7. “Investigation of physiological parameters of gravitaxis in Euglena gracilis” by Prof. D.-P. Häder (University of Erlangen-Nuremberg, D) investigates the phenomenon of gravitaxis, the motion away from the center of gravity. On earth, without other stimuli, Euglena gracilis, a fresh water flagellate, orients itself upward in the water column. Some theories claim that gravitaxis is exclusively based on passive buoyancy effects. The experiment investigates possible physiological mechanisms in the gravitactic orientation, involving physico-chemical reactions inside the cells which contribute to the phenomenon of gravitaxis.

8. “Ultrasonic particle and cell manipulation in microgravity” by P.I. Dr. L.G. Briarty (University of Nottingham, UK). The experiment manipulates and separates particles in suspension, such as biological cell cultures, by ultrasonic fields. This new method has considerable advantages in microgravity on classical separation methods based on filtration and centrifugation. Identifying the effect of gravity or its absence on the behaviour of particles, such as suspension cell cultures, allows optimization of the filter use for applications on earth. The experiment is a cooperative effort between the Universities of Nottingham and Cardiff and the Technical University of Vienna, and is supported by the EC TMR programme UltraSonoSep.

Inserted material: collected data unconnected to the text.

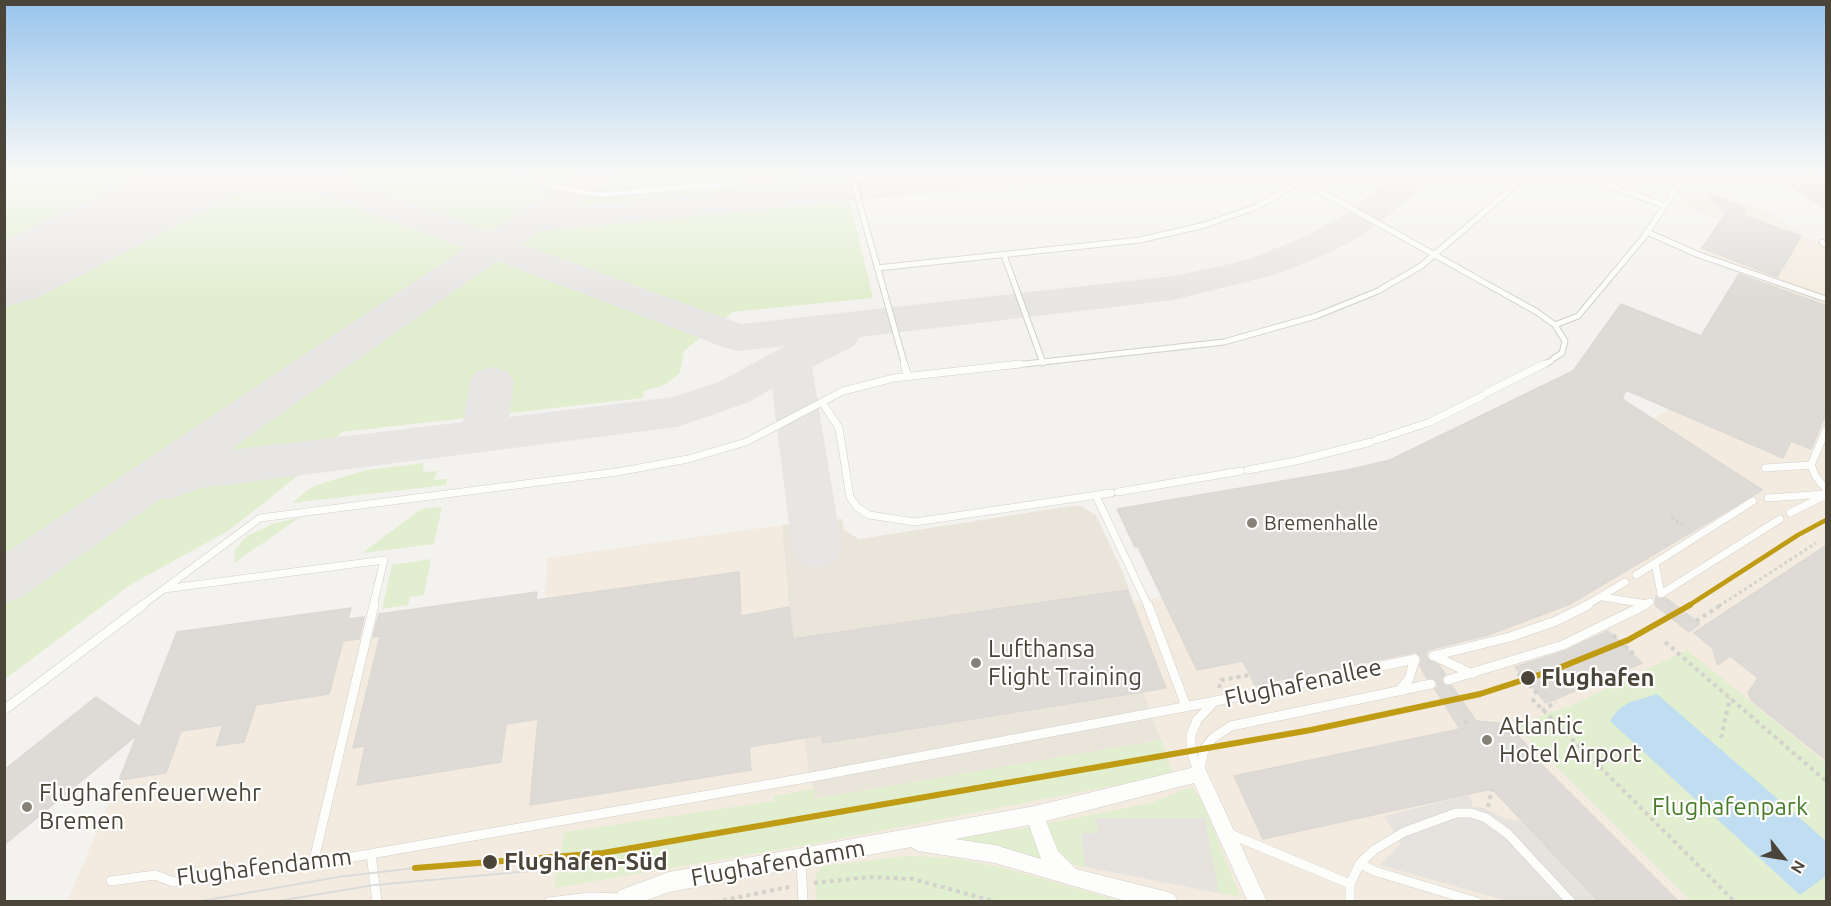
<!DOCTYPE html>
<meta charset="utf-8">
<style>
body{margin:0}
#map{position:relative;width:1831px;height:906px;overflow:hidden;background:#f4f2ee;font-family:Ubuntu,sans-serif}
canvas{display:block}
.frame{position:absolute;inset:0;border:6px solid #4b4439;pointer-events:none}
.north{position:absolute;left:1753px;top:828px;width:60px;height:60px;-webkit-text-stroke:4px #fff;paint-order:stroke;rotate:121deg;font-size:16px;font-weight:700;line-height:24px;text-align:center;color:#4b4439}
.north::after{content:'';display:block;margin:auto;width:21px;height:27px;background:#4b4439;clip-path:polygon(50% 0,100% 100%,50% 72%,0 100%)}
</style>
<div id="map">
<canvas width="1831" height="906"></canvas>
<div class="frame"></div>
<div class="north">N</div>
</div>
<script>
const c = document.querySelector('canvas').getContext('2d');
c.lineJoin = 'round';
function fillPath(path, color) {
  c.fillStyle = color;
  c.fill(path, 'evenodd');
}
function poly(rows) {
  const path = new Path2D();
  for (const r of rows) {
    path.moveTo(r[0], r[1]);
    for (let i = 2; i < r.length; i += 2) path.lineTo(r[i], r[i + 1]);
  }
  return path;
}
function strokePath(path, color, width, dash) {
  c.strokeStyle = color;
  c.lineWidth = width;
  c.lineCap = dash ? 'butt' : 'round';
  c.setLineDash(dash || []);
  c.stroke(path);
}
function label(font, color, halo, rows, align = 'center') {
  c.font = font + ' Ubuntu,sans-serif';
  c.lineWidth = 4.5;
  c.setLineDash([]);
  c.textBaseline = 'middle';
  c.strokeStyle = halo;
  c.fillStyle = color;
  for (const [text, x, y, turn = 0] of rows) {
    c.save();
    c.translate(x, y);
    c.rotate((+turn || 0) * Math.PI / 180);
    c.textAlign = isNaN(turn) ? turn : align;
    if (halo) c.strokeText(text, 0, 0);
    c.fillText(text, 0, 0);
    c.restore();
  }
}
fillPath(poly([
 [1711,193,1769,212,1814,242,1826,241,1826,901,67,902,119,780,177,632,351,608,348,619,364,617,363,623,383,619,354,748,522,721,545,599,547,558,782,525,789,607,807,746,1165,687,1132,602,1162,596,1197,670,1396,630,1653,419,1669,409,1701,336,1736,278,1766,284,1769,278,1698,252,1721,220,1676,205,1682,197]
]), '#f3ebdf');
fillPath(poly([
 [1078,505,1096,515,1123,573,1166,688,1143,692,1161,740,813,799,814,789,809,776,789,607,782,525,842,519,844,530,859,539]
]), '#eae5da');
fillPath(poly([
 [5,173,843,173,873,298,733,312,684,351,680,373,665,385,644,391,643,398,342,432,294,479,228,531,130,585,5,679],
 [424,463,423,472,437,471,434,480,447,479,446,485,292,503,312,487,326,482,367,470],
 [442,507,434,544,362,553,421,509],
 [299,518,234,563,235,550,247,536,275,523],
 [431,559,424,595,410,597,408,605,382,609,392,565],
 [1687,650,1826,763,1826,901,1691,901,1515,725,1570,706],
 [1161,740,1173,774,812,844,554,888,565,832,774,801,774,796,814,789,814,799],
 [1192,787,1203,803,1240,897,1219,893,1205,818,1096,818,1098,833,1081,834,1085,867,1063,862,1045,824,1151,803],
 [1031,827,1035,844,1043,859,954,838],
 [907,856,954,858,1004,868,1119,901,817,901,815,876,823,866]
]), '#e1eecf');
fillPath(poly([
 [1469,795,1473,807,1483,808,1506,819,1521,821,1597,901,1507,901,1380,865,1401,844,1384,816],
 [1096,818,1205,818,1219,893,1085,867,1081,833,1098,833]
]), '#e6e3df');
fillPath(poly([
 [1657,694,1826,841,1826,876,1800,895,1610,721,1617,711,1628,703]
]), '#c0ddf1');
fillPath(poly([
 [242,173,341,173,351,181,490,232,578,173,618,173,613,180,576,206,924,173,1050,173,1045,180,1033,183,540,231,522,244,741,324,1173,276,1217,267,1252,258,1303,237,1339,218,1398,173,1437,173,1432,180,1365,234,1329,253,1278,274,1173,300,860,337,854,346,812,367,842,548,835,562,817,568,799,562,792,548,772,389,749,402,677,427,202,488,167,500,162,498,22,597,4,603,4,554,465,248,311,191,262,191,217,197,170,212,116,236,103,239,90,236,85,228,90,220,144,196,213,177,242,173],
 [497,261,723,347,738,351,785,346,719,382,673,397,509,417,514,381,507,371,492,367,477,371,470,381,463,422,230,450,497,261]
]), '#e8e6e4');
fillPath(poly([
 [144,173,253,173,241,191,38,298,4,307,4,241,144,173]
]), '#e8e6e4');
const building = poly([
 [1826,173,1827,209,1781,179,1826,173],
 [1707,194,1747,209,1742,215,1801,236,1777,277,1702,248,1726,213,1707,194],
 [1739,274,1827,306,1827,411,1811,449,1791,441,1783,458,1626,390,1622,399,1762,490,1570,604,1488,635,1428,650,1426,655,1428,660,1439,665,1445,674,1441,679,1443,684,1452,686,1476,721,1498,723,1512,730,1524,742,1534,757,1679,902,1599,902,1492,789,1263,839,1234,776,1460,729,1435,689,1438,686,1436,680,1427,678,1420,666,1422,658,1416,652,1255,685,1243,661,1197,670,1138,547,1135,547,1117,509,1347,470,1390,460,1573,371,1621,304,1701,336,1739,274],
 [1827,545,1827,761,1751,700,1748,693,1758,678,1730,656,1718,665,1712,648,1694,633,1827,545],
 [739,572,741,616,789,607,793,639,1127,590,1166,688,823,743,822,735,749,747,751,770,530,805,538,719,506,724,501,762,357,785,365,746,353,748,380,636,373,637,379,614,537,592,536,600,739,572],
 [1656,596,1659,599,1666,598,1700,624,1689,632,1655,605,1656,596],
 [351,608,348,619,364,617,359,639,343,641,329,694,256,705,244,742,216,746,223,725,181,731,166,773,119,780,137,735,4,845,4,770,96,697,140,727,177,632,351,608],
 [1608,631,1642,663,1546,703,1515,667,1565,651,1608,631]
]);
fillPath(building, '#dedbd6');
strokePath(building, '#dcd9d4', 1.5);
const serviceFar2 = poly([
 [515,173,558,188,599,195,846,173],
 [851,173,905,366],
 [1578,173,1665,206],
 [1304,182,1537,312,1555,325,1565,341,1562,353,1554,358],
 [1647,232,1699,255,1826,299],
 [1822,242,1826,245],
 [1004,255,1043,363],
 [877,268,1140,240,1205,225,1256,207,1316,173],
 [1555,325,1578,316,1644,237,1687,173],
 [1006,366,1224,342,1316,316,1378,291,1421,266,1503,196,1526,173],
 [1541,366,1551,361]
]);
const serviceFar1 = poly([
 [904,364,908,377],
 [1486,393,1544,364],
 [822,402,839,428,850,497,857,507,869,515,915,522,1111,493],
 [1826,430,1811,465,1816,477,1826,489],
 [1376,440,1430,422,1482,396],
 [1765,468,1811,465],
 [1248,470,1296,461,1371,442],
 [1118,492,1241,471],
 [1096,496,1148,606],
 [1768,498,1826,494],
 [1790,513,1826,495],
 [1655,563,1661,594,1780,519],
 [1636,575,1753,501],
 [164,589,260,518,617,472,688,459,746,442,843,391,894,378,1020,364],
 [1602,597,1647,604],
 [141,606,164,589,384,560,373,606],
 [1585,606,1625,582],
 [1642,606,1650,602]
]);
const service = poly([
 [1148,605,1186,706],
 [1433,656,1510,637,1556,621,1588,605],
 [1435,656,1472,674],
 [1448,680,1563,645,1645,605],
 [4,710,143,605],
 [1198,772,1191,750,1191,735,1197,720,1214,702],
 [1199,774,1204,749,1213,738,1231,726,1431,684],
 [1230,834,1350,884],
 [371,854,377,902],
 [801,859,803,902],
 [1360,863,1374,871,1477,902],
 [313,864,374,605],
 [111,881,155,875,173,882,313,864,817,776,1216,701,1415,659,1409,679,1399,691],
 [549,902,590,897,623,898],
 [1350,902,1350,884,1360,863,1374,850,1404,832,1456,813,1471,813,1486,818,1508,834,1571,902]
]);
const minor = poly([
 [1199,766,1205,768,1267,902,1248,902,1194,783,1046,821,1058,851,1076,869,1168,892,1175,895,1177,902,1129,902,995,863,918,851,911,847,669,892,642,902,615,902,618,891,669,872,1035,806,1199,766],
 [1029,825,1041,859,995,845,955,839,1029,825]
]);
strokePath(serviceFar2, '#d2d0cb', 7);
strokePath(serviceFar1, '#d2d0cb', 8);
strokePath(service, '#d2d0cb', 10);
strokePath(minor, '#d2d0cb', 1);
strokePath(poly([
 [1671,517,1684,526],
 [1719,606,1816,543]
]), '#d3d2cc', 3, [3, 3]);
strokePath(poly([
 [1696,621,1721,605],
 [1613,635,1636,656],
 [1665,642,1826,781],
 [1518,673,1539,696],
 [1219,688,1221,680,1250,675],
 [1532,699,1735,902],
 [1542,711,1556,702],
 [1465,720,1467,724],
 [1721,738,1730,698],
 [1488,807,1492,789],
 [814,883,870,877,913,879,997,902],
 [715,902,789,887]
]), '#d3d2cc', 4, [4, 4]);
strokePath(serviceFar2, '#fdfdfc', 5);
strokePath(serviceFar1, '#fdfdfc', 7);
strokePath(service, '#fdfdfc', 9);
fillPath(minor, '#fdfdfc');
strokePath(poly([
 [196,902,338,877,415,868],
 [271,902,375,885,553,869]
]), '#dbdbda', 2);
strokePath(poly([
 [1688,606,1798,535,1826,520]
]), '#c09c14', 4.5);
strokePath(poly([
 [415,868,603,853,1311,730,1480,694,1554,670,1628,640,1690,605]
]), '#c09c14', 6);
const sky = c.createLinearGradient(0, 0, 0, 300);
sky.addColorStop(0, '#98c4ec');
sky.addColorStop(0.58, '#faf9f7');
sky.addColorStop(1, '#faf9f700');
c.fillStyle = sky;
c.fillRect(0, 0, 1831, 300);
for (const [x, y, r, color] of [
 [1252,523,6,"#868178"],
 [976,663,6,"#868178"],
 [1528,678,8,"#4b4439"],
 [1487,740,6,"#868178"],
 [27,807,6,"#868178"],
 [490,862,8,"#4b4439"]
]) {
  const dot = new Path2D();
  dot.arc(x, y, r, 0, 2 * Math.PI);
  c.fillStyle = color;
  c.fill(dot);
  strokePath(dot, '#fff', 2);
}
label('20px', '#4b4439', '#fff', [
 ["Bremenhalle",1264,523]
], 'left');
label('24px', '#4b4439', '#fff', [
 ["Lufthansa",988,649],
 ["Flight Training",988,677],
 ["Atlantic",1499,726],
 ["Hotel Airport",1499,754],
 ["Flughafenfeuerwehr",39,793],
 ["Bremen",39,821]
], 'left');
label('bold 24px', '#4b4439', '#fff', [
 ["Flughafen",1541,678],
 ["Flughafen-Süd",504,862]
], 'left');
label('24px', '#4b4439', '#fff', [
 ["Flughafenallee",1303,683,-12],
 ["Flughafendamm",778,863,-10],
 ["Flughafendamm",264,867,-7]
]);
label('24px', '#4a7f2a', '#fff', [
 ["Flughafenpark",1730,807]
]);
</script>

Two experiments were proposed by students and selected after two international competitions, one in a medical field and the other in space technology.

9. “Pulse transit time for the non-invasive determination of arterial wall properties” by P.F. Migeotte, T. Dominique and R.C. Sá (University of Brussels, B). This experiment studies the properties of arterial walls using a newly proposed non-invasive method. The time that the pressure wave created by a heart beat takes to arrive at the periphery (e.g. fingers) is called the pulse transit time. This parameter can be determined by the measure of the time delay between the peak of a heart beat monitored by an electro-cardiogram and the arrival of the corresponding pressure wave at the finger or toe measured by means of a Portapres device or a pulse oximeter.

10. “Globular Cooking Facility ” by S. Podhajsky and G. Grillmayer (University of Stuttgart, D). The Globular Cooking Facility is an ingenious facility for preparing and cooking food in microgravity, with an obvious application for the International Space Station. The GCF is basically a spherical structure with an opening on the ‘top’ to allow the insertion of fresh food and removal of prepared food. It is complemented by several subsystems making it possible to sterilize, stew, cook, bake or fry the food.

11. The last experiment has promotional and educational purposes. Several secondary-school teachers, detached to the Euro Space Center in Transinne, Belgium, conduct simple classroom experiments in physics and chemistry emphasizing the role of gravity or its absence during parabolic flights. These simple experiments will be recorded and shown later to the general public and school pupils attending space classes at the Center to promote early awareness of the characteristics and possibilities of the space and microgravity environment. Springs, yo-yos, gyroscopes, magnetic balls, pendulums, simple food (sweets, bananas, grapes) will be used in microgravity to explain different behaviour in weightlessness and the difficulties that astronauts may encounter in their everyday life in orbit.